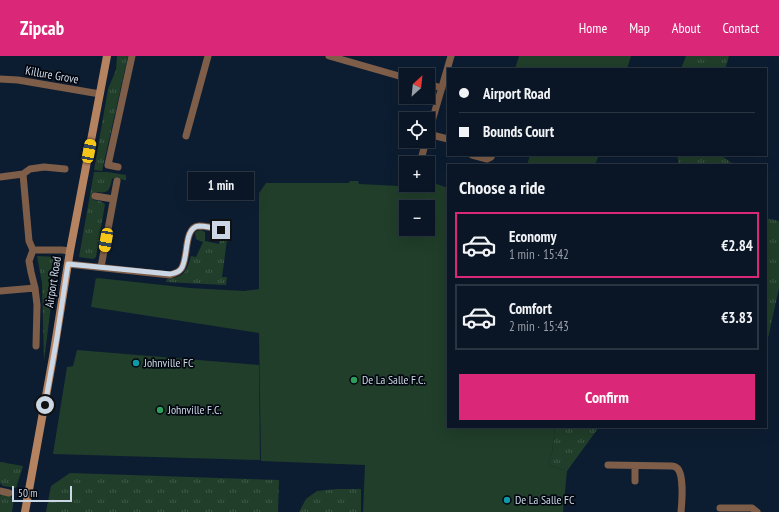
<!DOCTYPE html>
<html lang="en">
<head>
<meta charset="utf-8">
<style>
	:root { --surface:#0a1625; --page:#182332; --text:#f1f3f6; --muted:#999fa7; --line:#2a3542; --accent:#db2777 }
	body { margin:0; font-family:"PT Sans Narrow",sans-serif; background:var(--page); color:var(--text); height:100vh; display:flex; flex-direction:column; font-size:15px; white-space:nowrap }
	* { box-sizing:border-box; margin:0 }
	p { font-size:13px; color:var(--muted) }
	.icon { flex:none; width:22px; height:22px; fill:none; stroke:currentColor; stroke-width:2; stroke-linecap:round; stroke-linejoin:round }
	.map { position:relative; flex:1; overflow:hidden }
	.details { position:absolute; left:447px; top:108px; width:320px; height:264px; display:flex; flex-direction:column; background:var(--surface); border-radius:0px; box-shadow:0 4px 16px #0002,0 0 0 1px var(--line) }
	.details>* { flex:none }
	.banner { position:absolute; left:447px; top:12px; width:320px; height:88px; border-radius:0px; box-shadow:0 4px 16px #0002,0 0 0 1px var(--line); display:grid; align-content:center; height:88px; padding:0 12px; background:var(--surface) }
	.needle { width:26px; rotate:27deg }
	.tools { position:absolute; left:399px; top:12px; display:grid; gap:8px }
	.tools a { display:grid; place-items:center; width:36px; height:36px; border-radius:0px; background:var(--surface); box-shadow:0 4px 16px #0002,0 0 0 1px var(--line); font-size:20px }
	.scale { position:absolute; left:12px; bottom:10px; width:60px; box-sizing:border-box; padding-left:4px; border:2px solid #ccd7e5; border-top:0; font-size:11px; line-height:14px; white-space:nowrap; color:#ccd7e5; -webkit-text-stroke:3px #030710; paint-order:stroke }
	.end { position:absolute; width:18px; height:18px; margin:-9px; border:5px solid #ccd7e5; background:#111; box-shadow:0 0 0 2px #111 }
	.from { border-radius:50% }
	.bubble { position:absolute; height:28px; border-radius:0px; background:var(--surface); box-shadow:0 4px 16px #0002,0 0 0 1px var(--line); font-size:13px; font-weight:600; line-height:28px; text-align:center }
	.car { position:absolute; width:12px; height:24px; margin:-12px -6px; border-radius:5px; box-shadow:0 0 3px 1px #0007; background:linear-gradient(#f5c518 24%,#345 0 40%,#f5c518 0 76%,#345 0 86%,#f5c518 0) }
	.banner b { display:flex; align-items:center; gap:14px; height:38px; font-size:15px }
	.banner b+b { border-top:1px solid var(--line) }
	.banner i { width:10px; height:10px; background:var(--text) }
	ul { padding:0; list-style:none }
	li { display:flex; align-items:center; gap:12px; height:66px; margin:0 8px 6px; padding:0 4px; border:2px solid var(--line); border-radius:0px }
	li div { flex:1 }
	li b { display:block; font-size:15px }
	li em { font-style:normal; font-weight:600 }
	li.active { border-color:var(--accent) }
	li>.icon { width:36px; height:36px; stroke-width:1.5 }
	h2 { padding:0 12px; font-size:18px; line-height:48px }
	.cta { display:flex; gap:8px; margin-top:auto; padding:8px 12px }
	.cta a { flex:1; height:46px; border-radius:0px; background:var(--accent); color:#fff; font-size:16px; font-weight:600; line-height:46px; text-align:center }
	header { display:flex; align-items:center; gap:24px; box-sizing:border-box; height:56px; padding:0 20px; background:var(--accent); color:#fff }
	header strong { font-size:19px }
	nav { display:flex; gap:22px; margin-inline-start:auto; font-size:14px }
	.map>svg:first-child { display:block }
	.grass { fill:url(#grass-tufts) }
	.garden { fill:#203e2a; fill-rule:evenodd }
	.lines { fill:none; stroke-linecap:round; stroke-linejoin:round }
	.street { stroke:#7e5e49; stroke-width:7 }
	.secondary { stroke:#b68361; stroke-width:8 }
	.route { stroke:#ccd7e5; stroke-width:5 }
	.culture-dot { fill:#0f9aa8; stroke:#030710; stroke-width:1.5 }
	.leisure-dot { fill:#2e9e5b; stroke:#030710; stroke-width:1.5 }
	.labels { text-anchor:middle; stroke-width:3.5; stroke-linejoin:round; paint-order:stroke }
	.street-label { font-size:12px; fill:#ccd7e5; stroke:#030710 }
	.poi-label { font-size:12px; fill:#ccd7e5; stroke:#030710; text-anchor:start }
</style>
</head>
<body>
<header>
<strong>Zipcab</strong>
<nav><a>Home</a><a>Map</a><a>About</a><a>Contact</a></nav>
</header>
<div class="map">
<svg width="779" height="456" viewBox="0 0 779 456">
	<defs>
		<pattern id="grass-tufts" width="24" height="20" patternUnits="userSpaceOnUse"><rect width="24" height="20" fill="#203e2a"/><path d="M3 7l-1-3M5 7V3M7 7l1-3M15 17l-1-3M17 17v-4M19 17l1-3" fill="none" stroke="#3f5949"/></pattern>
	</defs>
	<rect width="100%" height="100%" fill="#0d1d31"/>
	<path class="grass" d="M117 0H128L102 115 94 114 108 33 116 14Z
		M686 0H729L725 13H681Z
		M677 99H720L735 109H679Z
		M94 116H107L126 119V124L114 122 112 123C109 137 108 137 94 136L93 144 100 145 105 148 96 201 93 203 79 201Z
		M766 162 779 165V232L766 291Z
		M201 174 205 176V185L219 188 220 183 227 184 222 221H227L226 229 166 226 167 223C185 221 186 216 191 200L196 201 203 186 196 183 195 177 197 175Z
		M37 200 57 201 44 305 42 227Z
		M555 371H599L567 415 548 409 552 397Z
		M0 406 23 410 16 432 3 430 0 427Z
		M70 417 279 424 278 456H46L51 430Z
		M337 433H361V456H299L306 443 317 435Z
		M2 438 8 439 14 442 12 456H0V440Z"/>
	<path class="garden" d="M519 0H631L627 13H515Z
		M530 99H599L595 109H527Z
		M350 125H358L359 128 419 131 420 129H428V125L448 132V371H555L552 397 548 409 567 415 563 456H363L365 409 261 405 259 277 91 251 96 221 97 223 98 222 190 232 244 235 259 233V137L266 127H349ZM406 151H428V173H406Z
		M77 294 259 309 260 404 53 398 67 311 73 310Z"/>
	<g class="lines">
		<path class="street" d="M329 0 406 22
			M0 23 18 24 100 38
			M428 28 442 32
			M428 78 448 83
			M428 79 451 0
			M186 80 208 0
			M472 99 487 103 491 101 492 99
			M420 107 426 85
			M118 111 108 109 132 0
			M23 118 29 185 33 194
			M0 121 23 118 30 113 44 111 65 113
			M95 140 113 143
			M33 194 29 205 31 216 35 232 37 249 36 290
			M33 194H62L70 195
			M68 208 170 219C175 217 178 217 181 213 189 203 183 171 199 170 206 170 214 172 221 174
			M101 211 117 125
			M0 235 35 232
			M608 409 671 410C674 410 675 410 677 412 684 418 682 446 681 456
			M635 410V425
			M0 435 9 437
			M720 452H752L757 456"/>
		<path class="secondary" d="M25 456 53 301 70 195 107 0"/>
	</g>
	<g class="lines">
		<path class="route" d="M45 349 57 281 68 208 170 218C175 217 178 217 181 213 189 203 183 171 199 170 206 170 214 172 221 174"/>
	</g>
	<g class="culture-dot">
		<circle cx="136" cy="307" r="4"/>
		<circle cx="507" cy="444" r="4"/>
	</g>
	<g class="leisure-dot">
		<circle cx="354" cy="324" r="4"/>
		<circle cx="160" cy="354" r="4"/>
	</g>
	<g class="labels">
		<g class="street-label">
			<text transform="translate(52 19) rotate(10)" y="4">Killure Grove</text>
			<text transform="translate(53 226) rotate(-81)" y="4">Airport Road</text>
		</g>
		<g class="poi-label">
			<text x="144" y="311">Johnville FC</text>
			<text x="362" y="328">De La Salle F.C.</text>
			<text x="168" y="358">Johnville F.C.</text>
			<text x="515" y="448">De La Salle FC</text>
		</g>
	</g>
</svg>
<div class="tools">
<a><svg class="needle" viewBox="-14 -14 28 28"><path d="M0-13l5 13h-10z" fill="#e53935"/><path d="M0 13l5-13h-10z" fill="#999fa7"/></svg></a>
<a><svg class="icon" aria-label="locate" viewBox="0 0 24 24"><circle cx="12" cy="12" r="6"/><path d="M12 2v4M12 18v4M2 12h4M18 12h4"/></svg></a>
<a>+</a>
<a>−</a>
</div>
<div class="scale">50 m</div>
<i class="end from" style="left:45px;top:349px"></i>
<i class="end" style="left:221px;top:174px"></i>
<div class="bubble" style="left:188px;top:116px;width:66px">1 min</div>
<i class="car" style="left:89px;top:95px;rotate:11deg"></i>
<i class="car" style="left:106px;top:184px;rotate:190deg"></i>
<div class="banner">
<b><i class="from"></i>Airport Road</b>
<b><i></i>Bounds Court</b>
</div>
<section class="details">
<h2>Choose a ride</h2>
<ul>
<li class="active"><svg class="icon" aria-label="car" viewBox="0 0 24 24"><path d="M5 17H2v-5l4-1 3-4h7l3 4 3 1v5h-3M9 17h6M6 11h13"/><circle cx="7" cy="17" r="2"/><circle cx="17" cy="17" r="2"/></svg><div><b>Economy</b><p>1 min · 15:42</p></div><em>€2.84</em></li>
<li><svg class="icon" aria-label="car" viewBox="0 0 24 24"><path d="M5 17H2v-5l4-1 3-4h7l3 4 3 1v5h-3M9 17h6M6 11h13"/><circle cx="7" cy="17" r="2"/><circle cx="17" cy="17" r="2"/></svg><div><b>Comfort</b><p>2 min · 15:43</p></div><em>€3.83</em></li>
</ul>
<div class="cta"><a>Confirm</a></div>
</section>
</div>
</body>
</html>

Problem description | Wherever the string "start" occurs in the records, copy the line it is in.

Worked solution |
	nav { display:flex; gap:22px; margin-inline-start:auto; font-size:14px }
	.poi-label { font-size:12px; fill:#ccd7e5; stroke:#030710; text-anchor:start }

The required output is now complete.